El presidente Andrés Pastrana estaba contra la pared. El secuestro del avión de Aires y del senador Gechem se convirtió, más que en su problema, en su tabla de salvación para salir del proceso de paz con las Farc., 49552

26 de febrero de 2002

El martes pasado por la noche los colombianos se acostaron con una alentadora noticia del Presidente. En una intervención pública el primer mandatario, tras reunirse con el Consejo Nacional de Paz, le comunicó al país que las negociaciones para una tregua entre el gobierno y las Farc estaban progresando y que había una aproximación entre las dos partes. A las 8:30 de la mañana del día siguiente, en una entrevista radial, el ministro de Justicia, Rómulo González, no sólo confirmó la noticia sino que fue más allá: “Está adelantada en un 90 por ciento”, afirmó.

Diez minutos después despegaba del aeropuerto de Neiva con destino a Bogotá el vuelo HK-3951 de Aires, en el que uno de sus pasajeros era el senador Jorge Eduardo Gechem Turbay. Tan pronto estuvo en el aire tuvo lugar el secuestro que acabó de un tajo con el proceso de paz.

A las 9:15 de la mañana el Presidente se encontraba en su despacho cuando entró su secretario general, Gabriel Mesa, y le informó lo sucedido. La fuente de Mesa había sido el comandante de la Fuerza Aérea, Héctor Fabio Velasco, quien había dicho que “posiblemente hay un avión secuestrado y es probable que lo lleven a la zona de distensión”. El general manifestó que estaba en condiciones de obligar a los piratas a aterrizar con los aviones cazas.

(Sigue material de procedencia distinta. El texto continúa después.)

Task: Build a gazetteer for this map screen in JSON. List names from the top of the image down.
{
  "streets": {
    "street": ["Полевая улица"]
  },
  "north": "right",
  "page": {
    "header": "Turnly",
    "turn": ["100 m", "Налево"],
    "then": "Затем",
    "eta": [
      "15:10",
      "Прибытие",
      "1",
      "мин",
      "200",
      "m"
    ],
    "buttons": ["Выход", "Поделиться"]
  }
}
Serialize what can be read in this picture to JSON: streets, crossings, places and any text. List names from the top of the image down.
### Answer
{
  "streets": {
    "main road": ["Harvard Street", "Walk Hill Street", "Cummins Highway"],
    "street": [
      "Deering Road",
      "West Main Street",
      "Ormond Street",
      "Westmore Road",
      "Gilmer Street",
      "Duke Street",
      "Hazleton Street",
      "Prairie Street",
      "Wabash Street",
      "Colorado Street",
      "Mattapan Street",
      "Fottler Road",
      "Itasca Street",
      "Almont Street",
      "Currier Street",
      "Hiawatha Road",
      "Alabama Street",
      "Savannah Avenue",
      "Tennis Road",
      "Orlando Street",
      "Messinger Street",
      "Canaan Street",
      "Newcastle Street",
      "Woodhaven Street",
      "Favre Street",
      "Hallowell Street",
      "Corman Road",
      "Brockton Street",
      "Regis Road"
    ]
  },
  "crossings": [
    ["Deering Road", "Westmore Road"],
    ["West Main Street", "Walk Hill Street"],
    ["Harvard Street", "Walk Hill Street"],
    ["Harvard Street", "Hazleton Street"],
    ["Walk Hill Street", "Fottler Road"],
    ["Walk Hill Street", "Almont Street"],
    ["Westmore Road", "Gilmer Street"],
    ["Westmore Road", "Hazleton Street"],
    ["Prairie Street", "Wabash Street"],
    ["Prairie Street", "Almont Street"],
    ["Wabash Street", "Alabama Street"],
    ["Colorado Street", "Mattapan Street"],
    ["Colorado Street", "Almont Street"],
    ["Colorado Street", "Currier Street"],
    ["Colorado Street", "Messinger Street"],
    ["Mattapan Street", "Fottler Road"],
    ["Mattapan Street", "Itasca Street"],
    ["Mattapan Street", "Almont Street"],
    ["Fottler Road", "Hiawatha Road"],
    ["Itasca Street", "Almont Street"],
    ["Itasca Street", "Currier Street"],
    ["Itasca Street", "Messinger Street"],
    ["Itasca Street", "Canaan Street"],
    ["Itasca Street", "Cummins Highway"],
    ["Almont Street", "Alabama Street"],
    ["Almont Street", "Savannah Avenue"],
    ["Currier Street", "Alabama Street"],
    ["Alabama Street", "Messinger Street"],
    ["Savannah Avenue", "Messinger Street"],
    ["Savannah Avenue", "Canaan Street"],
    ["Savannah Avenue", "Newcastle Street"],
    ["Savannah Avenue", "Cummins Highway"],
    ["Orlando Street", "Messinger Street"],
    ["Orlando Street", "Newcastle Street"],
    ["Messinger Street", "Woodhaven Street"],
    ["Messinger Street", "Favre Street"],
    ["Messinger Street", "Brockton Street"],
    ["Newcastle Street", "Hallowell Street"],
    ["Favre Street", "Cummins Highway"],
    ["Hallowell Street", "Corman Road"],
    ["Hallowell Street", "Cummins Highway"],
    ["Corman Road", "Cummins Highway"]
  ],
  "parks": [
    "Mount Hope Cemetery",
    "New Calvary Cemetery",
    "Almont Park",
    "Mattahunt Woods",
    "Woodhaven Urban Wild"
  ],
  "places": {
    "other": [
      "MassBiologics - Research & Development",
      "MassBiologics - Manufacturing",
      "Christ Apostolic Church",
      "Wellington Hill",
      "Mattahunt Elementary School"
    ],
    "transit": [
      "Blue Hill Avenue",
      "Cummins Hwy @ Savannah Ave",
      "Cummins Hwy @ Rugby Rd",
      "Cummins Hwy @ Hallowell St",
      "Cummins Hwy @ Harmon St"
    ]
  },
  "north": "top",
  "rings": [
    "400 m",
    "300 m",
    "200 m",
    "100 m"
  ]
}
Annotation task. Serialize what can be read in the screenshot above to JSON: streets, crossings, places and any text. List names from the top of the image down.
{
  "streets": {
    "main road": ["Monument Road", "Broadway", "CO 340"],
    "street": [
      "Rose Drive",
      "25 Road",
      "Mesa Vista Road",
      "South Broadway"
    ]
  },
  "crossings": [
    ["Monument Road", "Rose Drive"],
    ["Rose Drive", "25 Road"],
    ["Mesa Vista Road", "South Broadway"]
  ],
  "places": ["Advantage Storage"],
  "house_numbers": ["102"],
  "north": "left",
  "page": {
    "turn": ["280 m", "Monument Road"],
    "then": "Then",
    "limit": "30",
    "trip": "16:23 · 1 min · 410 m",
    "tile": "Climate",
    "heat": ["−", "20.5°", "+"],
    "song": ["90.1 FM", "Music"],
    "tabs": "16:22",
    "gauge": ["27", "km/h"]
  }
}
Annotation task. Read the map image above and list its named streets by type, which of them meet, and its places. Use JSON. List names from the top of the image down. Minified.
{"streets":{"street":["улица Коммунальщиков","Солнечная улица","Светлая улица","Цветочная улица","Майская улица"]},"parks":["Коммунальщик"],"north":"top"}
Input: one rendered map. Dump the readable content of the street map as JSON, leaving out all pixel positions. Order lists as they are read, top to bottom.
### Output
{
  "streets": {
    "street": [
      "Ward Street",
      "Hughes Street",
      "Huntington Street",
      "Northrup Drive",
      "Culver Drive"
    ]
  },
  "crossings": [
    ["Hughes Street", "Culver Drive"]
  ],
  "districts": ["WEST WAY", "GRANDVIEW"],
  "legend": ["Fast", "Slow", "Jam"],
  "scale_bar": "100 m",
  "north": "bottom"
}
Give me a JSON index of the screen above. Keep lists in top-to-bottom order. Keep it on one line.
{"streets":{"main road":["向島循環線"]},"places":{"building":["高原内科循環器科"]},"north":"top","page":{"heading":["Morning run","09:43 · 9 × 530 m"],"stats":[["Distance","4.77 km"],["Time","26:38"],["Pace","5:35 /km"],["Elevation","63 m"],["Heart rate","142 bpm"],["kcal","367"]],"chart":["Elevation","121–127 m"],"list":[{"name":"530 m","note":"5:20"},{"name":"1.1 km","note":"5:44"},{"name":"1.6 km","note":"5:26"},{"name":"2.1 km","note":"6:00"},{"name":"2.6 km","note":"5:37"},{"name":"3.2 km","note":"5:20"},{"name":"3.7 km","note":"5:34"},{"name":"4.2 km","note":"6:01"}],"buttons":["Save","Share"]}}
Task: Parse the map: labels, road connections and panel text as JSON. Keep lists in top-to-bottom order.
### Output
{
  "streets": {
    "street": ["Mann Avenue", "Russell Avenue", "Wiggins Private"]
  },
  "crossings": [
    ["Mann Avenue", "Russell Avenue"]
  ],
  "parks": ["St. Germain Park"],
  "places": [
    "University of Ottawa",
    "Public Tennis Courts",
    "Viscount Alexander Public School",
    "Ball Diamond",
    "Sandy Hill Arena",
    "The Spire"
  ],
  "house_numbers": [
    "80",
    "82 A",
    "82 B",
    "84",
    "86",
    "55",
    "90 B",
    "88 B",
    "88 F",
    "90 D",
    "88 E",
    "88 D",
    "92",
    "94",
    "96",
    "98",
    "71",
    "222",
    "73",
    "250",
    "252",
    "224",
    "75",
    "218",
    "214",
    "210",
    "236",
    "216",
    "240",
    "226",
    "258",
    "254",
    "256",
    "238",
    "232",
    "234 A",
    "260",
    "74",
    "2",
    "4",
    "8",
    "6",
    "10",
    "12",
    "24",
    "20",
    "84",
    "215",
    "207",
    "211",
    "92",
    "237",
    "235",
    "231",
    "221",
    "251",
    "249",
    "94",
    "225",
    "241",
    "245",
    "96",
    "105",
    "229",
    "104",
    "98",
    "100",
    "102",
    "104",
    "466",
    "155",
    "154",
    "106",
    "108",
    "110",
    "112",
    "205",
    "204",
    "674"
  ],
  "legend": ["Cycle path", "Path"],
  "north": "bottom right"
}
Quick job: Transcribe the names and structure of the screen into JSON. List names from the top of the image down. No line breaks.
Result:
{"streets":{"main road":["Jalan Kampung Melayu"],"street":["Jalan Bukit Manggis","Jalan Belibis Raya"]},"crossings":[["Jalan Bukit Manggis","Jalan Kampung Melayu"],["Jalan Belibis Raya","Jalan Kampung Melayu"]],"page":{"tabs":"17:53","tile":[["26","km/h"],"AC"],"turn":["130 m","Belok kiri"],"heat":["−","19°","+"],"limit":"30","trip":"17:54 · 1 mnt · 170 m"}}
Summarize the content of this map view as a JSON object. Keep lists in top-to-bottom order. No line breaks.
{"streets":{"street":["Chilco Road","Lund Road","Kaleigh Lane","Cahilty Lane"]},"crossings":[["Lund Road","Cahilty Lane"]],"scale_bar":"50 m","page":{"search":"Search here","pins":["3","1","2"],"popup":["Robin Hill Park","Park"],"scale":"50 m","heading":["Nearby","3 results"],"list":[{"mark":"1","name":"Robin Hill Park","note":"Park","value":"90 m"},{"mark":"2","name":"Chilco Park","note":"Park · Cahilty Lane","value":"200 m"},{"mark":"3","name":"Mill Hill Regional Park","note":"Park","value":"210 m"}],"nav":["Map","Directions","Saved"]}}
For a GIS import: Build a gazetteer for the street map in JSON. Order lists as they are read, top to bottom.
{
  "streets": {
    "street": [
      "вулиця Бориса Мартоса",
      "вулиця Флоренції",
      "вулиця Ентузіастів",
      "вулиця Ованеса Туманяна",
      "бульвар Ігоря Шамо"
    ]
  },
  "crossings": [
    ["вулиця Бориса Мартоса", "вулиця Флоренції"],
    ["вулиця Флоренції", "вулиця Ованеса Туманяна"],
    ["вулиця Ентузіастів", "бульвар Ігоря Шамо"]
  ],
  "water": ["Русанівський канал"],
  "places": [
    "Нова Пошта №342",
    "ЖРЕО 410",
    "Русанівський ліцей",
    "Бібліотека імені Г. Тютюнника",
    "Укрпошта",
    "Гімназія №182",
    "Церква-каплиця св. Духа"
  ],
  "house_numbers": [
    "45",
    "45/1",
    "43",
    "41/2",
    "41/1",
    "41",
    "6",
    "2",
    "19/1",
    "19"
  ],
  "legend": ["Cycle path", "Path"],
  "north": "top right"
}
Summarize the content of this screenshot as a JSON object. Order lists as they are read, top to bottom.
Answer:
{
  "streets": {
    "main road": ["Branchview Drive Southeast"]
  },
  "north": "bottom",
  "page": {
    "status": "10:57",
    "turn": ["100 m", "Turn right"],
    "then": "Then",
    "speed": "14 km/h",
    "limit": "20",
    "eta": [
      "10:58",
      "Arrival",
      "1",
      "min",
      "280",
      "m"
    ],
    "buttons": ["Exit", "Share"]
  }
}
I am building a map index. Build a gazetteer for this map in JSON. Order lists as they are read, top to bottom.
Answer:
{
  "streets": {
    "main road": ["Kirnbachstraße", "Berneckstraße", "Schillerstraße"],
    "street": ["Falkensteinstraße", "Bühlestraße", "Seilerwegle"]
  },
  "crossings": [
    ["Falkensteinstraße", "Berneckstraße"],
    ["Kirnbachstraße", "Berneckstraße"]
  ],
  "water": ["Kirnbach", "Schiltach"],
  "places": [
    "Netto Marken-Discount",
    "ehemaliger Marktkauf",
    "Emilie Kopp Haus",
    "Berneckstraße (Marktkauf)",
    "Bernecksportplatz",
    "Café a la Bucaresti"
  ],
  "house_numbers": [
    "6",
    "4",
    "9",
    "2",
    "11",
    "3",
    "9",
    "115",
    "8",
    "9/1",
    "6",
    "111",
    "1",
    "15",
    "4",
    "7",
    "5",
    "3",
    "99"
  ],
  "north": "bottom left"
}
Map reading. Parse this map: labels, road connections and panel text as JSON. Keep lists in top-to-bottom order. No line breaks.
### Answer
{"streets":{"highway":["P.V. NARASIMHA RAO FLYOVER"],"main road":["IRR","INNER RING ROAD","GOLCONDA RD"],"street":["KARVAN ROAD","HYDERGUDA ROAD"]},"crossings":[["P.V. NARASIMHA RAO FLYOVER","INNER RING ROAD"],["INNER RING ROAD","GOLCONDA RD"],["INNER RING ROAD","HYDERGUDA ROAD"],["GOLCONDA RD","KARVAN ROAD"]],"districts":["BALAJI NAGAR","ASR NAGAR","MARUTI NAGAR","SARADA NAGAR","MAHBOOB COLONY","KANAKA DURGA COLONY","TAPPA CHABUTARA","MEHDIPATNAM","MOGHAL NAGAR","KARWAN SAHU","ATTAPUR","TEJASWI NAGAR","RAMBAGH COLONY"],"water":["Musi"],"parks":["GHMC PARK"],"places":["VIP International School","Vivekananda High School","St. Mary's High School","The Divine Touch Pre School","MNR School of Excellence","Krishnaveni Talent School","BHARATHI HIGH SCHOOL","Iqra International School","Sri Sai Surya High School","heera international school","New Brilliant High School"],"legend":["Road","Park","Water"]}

No hubo tiempo para ese operativo. Los guerrilleros que secuestraron el avión con 30 pasajeros lo desviaron a una carretera desolada en la región de Hobo, en el departamento del Huila, en donde habían talado unos árboles a los dos lados de la vía para que la aeronave pudiera aterrizar. Luego de una audaz maniobra de la piloto y una vez en tierra se llevaron solamente al senador Gechem, quien es el presidente de la comisión de paz del Senado. El operativo había salido perfecto: el camuflaje de las armas, el desvío del avión y la coordinación de los tiempos entre el bloqueo de la carretera y el aterrizaje hizo que muchos recordaran en pequeña escala lo sucedido el 11 de septiembre en Estados Unidos.

Ante la gravedad de la situación el Presidente suspendió su agenda y convocó a una reunión con los generales Fernando Tapias y Luis Ernesto Gilibert, con el comisionado de Paz, Camilo Gómez; con el secretario privado, Juan Hernández, y el secretario general, Gabriel Mesa. Los altos militares rápidamente confirmaron que los autores del secuestro eran las Farc. Ante esto Andrés Pastrana, el hombre que durante tres años y medio, contra viento y marea, le había apostado todo su capital político al proceso de paz, dijo: “Esto no da para más”. Todos los presentes estuvieron de acuerdo y por primera vez en la Casa de Nariño hubo unanimidad alrededor del tema que se había debatido docenas de veces en los últimos meses: la inevitabilidad de acabar con el proceso de paz.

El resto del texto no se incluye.